» ABOUT THIS EXERCISE: Produce as output only the lines below starting at the line with "I need the bounding box of all labels, markers" and continuing through the line with "Give bounding boxes", each one exactly as written.

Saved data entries

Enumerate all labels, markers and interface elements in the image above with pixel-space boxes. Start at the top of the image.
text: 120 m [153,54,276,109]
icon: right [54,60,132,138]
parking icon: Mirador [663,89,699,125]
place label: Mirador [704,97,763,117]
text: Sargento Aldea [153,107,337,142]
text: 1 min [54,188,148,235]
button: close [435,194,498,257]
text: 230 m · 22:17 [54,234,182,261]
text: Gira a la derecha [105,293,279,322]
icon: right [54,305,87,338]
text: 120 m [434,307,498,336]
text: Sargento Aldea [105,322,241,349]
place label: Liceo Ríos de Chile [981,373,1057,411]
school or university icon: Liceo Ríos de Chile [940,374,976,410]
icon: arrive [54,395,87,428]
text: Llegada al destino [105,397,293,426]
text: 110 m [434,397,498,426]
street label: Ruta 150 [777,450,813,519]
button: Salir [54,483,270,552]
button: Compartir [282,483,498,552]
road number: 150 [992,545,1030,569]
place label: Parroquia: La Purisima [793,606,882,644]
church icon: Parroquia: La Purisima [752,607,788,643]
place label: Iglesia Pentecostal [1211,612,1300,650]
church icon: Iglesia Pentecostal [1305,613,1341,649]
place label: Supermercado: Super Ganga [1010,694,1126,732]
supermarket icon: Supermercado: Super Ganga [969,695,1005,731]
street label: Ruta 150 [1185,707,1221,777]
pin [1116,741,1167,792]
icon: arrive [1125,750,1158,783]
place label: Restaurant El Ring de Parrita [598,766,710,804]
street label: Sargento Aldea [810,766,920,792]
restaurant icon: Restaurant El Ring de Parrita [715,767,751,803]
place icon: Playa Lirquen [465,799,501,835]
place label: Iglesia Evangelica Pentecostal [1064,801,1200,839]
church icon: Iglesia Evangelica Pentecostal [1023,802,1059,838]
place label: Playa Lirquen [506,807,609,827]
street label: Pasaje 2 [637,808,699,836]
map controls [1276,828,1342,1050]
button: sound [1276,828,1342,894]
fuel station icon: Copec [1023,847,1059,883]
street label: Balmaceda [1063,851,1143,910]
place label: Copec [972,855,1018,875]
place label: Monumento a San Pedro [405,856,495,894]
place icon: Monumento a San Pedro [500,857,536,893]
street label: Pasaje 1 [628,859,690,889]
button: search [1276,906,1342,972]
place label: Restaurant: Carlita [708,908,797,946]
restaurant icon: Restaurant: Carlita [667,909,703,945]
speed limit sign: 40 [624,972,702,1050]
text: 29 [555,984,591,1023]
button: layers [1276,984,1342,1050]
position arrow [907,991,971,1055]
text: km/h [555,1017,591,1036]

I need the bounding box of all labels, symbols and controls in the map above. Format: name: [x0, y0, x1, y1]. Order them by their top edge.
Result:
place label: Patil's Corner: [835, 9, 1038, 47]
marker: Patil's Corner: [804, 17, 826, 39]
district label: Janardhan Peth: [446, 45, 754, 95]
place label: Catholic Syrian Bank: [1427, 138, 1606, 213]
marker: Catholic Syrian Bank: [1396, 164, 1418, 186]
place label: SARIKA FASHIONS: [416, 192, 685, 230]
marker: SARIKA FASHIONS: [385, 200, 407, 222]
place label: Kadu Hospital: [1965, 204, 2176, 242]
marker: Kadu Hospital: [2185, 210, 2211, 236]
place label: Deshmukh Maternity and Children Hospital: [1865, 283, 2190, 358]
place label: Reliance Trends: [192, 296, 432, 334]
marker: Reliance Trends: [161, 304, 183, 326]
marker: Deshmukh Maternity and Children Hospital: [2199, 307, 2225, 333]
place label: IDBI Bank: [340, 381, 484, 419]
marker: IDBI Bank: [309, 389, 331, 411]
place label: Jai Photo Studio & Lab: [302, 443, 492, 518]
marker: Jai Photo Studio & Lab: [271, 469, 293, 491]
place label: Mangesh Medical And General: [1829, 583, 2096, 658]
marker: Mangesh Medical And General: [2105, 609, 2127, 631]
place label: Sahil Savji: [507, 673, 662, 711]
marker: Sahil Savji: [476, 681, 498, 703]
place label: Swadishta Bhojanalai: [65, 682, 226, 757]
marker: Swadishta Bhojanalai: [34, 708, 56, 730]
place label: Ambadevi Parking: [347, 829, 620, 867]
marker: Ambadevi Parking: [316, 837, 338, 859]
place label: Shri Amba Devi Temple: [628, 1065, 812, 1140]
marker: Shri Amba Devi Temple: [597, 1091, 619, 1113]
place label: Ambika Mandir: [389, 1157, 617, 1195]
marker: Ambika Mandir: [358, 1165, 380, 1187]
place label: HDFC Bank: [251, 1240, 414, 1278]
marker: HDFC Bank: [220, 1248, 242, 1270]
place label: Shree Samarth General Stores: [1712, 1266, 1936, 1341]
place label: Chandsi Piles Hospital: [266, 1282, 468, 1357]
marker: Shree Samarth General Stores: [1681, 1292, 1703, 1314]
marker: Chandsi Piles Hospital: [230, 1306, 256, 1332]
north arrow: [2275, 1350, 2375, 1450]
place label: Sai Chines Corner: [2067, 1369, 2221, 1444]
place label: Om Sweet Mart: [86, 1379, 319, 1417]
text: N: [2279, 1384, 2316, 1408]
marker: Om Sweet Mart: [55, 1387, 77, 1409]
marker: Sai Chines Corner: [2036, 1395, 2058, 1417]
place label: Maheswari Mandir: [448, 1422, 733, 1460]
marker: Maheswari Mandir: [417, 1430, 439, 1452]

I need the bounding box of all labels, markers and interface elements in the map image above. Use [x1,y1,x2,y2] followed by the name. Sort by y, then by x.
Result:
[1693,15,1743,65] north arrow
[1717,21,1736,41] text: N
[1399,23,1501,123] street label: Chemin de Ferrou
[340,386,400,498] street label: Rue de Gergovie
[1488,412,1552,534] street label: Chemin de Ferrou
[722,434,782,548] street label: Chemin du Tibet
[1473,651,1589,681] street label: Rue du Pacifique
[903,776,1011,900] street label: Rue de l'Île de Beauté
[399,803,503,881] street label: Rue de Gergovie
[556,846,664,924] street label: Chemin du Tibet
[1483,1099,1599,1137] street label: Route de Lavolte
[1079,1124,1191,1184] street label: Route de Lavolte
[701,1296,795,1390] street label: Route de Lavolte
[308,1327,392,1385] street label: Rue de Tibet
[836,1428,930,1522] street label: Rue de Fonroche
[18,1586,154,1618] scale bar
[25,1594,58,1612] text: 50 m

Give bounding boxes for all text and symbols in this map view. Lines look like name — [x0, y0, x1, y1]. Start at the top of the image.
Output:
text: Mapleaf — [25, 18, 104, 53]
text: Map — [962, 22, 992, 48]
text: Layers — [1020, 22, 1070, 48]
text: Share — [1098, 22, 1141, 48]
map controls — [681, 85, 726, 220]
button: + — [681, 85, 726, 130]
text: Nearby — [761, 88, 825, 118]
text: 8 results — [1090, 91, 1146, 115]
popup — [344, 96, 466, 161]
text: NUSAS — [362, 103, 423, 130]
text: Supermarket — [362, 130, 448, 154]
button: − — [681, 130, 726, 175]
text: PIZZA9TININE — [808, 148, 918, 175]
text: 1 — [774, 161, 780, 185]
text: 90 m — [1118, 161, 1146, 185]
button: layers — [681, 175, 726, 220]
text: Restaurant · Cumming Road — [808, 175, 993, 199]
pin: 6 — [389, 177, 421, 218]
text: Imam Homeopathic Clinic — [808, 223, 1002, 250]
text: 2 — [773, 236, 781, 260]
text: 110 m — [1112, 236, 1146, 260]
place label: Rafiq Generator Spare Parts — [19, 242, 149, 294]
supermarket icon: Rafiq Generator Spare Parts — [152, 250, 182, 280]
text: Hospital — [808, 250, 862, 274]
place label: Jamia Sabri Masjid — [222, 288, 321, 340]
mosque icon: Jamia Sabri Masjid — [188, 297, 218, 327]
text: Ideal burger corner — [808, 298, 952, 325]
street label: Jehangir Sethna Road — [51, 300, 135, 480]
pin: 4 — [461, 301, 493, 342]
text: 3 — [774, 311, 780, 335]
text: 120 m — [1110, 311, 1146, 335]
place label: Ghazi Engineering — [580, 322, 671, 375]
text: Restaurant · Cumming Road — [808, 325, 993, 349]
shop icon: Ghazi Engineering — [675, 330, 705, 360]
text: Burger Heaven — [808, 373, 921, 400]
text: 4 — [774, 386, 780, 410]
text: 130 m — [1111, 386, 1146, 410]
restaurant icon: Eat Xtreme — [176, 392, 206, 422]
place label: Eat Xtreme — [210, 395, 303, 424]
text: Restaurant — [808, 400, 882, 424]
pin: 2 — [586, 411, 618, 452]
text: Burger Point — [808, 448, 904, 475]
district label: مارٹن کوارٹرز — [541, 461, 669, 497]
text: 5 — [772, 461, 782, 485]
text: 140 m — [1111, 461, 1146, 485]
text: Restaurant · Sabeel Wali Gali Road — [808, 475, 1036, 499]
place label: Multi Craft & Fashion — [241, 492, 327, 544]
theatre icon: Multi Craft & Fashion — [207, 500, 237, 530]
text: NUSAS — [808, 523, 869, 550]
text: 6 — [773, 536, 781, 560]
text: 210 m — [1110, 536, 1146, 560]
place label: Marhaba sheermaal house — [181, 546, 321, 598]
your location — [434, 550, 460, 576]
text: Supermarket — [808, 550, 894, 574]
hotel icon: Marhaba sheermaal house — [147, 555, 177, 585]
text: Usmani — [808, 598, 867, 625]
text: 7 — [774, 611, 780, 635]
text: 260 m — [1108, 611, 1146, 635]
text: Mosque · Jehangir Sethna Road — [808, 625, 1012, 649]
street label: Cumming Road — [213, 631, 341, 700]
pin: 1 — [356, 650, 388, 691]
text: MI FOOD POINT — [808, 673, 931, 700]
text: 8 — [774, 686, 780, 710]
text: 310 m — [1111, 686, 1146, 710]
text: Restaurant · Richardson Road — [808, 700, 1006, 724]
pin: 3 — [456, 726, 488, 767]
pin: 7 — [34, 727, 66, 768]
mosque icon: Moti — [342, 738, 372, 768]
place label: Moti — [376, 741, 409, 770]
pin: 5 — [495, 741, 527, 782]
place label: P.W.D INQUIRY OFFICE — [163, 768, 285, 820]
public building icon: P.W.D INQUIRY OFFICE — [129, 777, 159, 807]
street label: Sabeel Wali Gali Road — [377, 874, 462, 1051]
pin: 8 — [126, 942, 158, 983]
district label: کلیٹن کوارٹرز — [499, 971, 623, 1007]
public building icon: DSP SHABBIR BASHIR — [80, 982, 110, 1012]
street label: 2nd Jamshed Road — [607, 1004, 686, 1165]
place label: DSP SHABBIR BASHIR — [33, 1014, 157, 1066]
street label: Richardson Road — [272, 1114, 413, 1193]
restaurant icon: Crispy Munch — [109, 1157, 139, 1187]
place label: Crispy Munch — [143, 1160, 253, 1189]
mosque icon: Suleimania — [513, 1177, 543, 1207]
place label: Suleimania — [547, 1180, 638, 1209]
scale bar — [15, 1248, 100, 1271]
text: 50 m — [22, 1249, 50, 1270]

» RESULT OF THIS TASK:
I need the bounding box of all labels, markers and interface elements in the map image above. Use [x1,y1,x2,y2] followed by the name. Sort by y, then by x.
Result:
[1693,15,1743,65] north arrow
[1717,21,1736,41] text: N
[1399,23,1501,123] street label: Chemin de Ferrou
[340,386,400,498] street label: Rue de Gergovie
[1488,412,1552,534] street label: Chemin de Ferrou
[722,434,782,548] street label: Chemin du Tibet
[1473,651,1589,681] street label: Rue du Pacifique
[903,776,1011,900] street label: Rue de l'Île de Beauté
[399,803,503,881] street label: Rue de Gergovie
[556,846,664,924] street label: Chemin du Tibet
[1483,1099,1599,1137] street label: Route de Lavolte
[1079,1124,1191,1184] street label: Route de Lavolte
[701,1296,795,1390] street label: Route de Lavolte
[308,1327,392,1385] street label: Rue de Tibet
[836,1428,930,1522] street label: Rue de Fonroche
[18,1586,154,1618] scale bar
[25,1594,58,1612] text: 50 m

Give bounding boxes for all text and symbols in this map view. Lines look like name — [x0, y0, x1, y1]. Start at the top of the image.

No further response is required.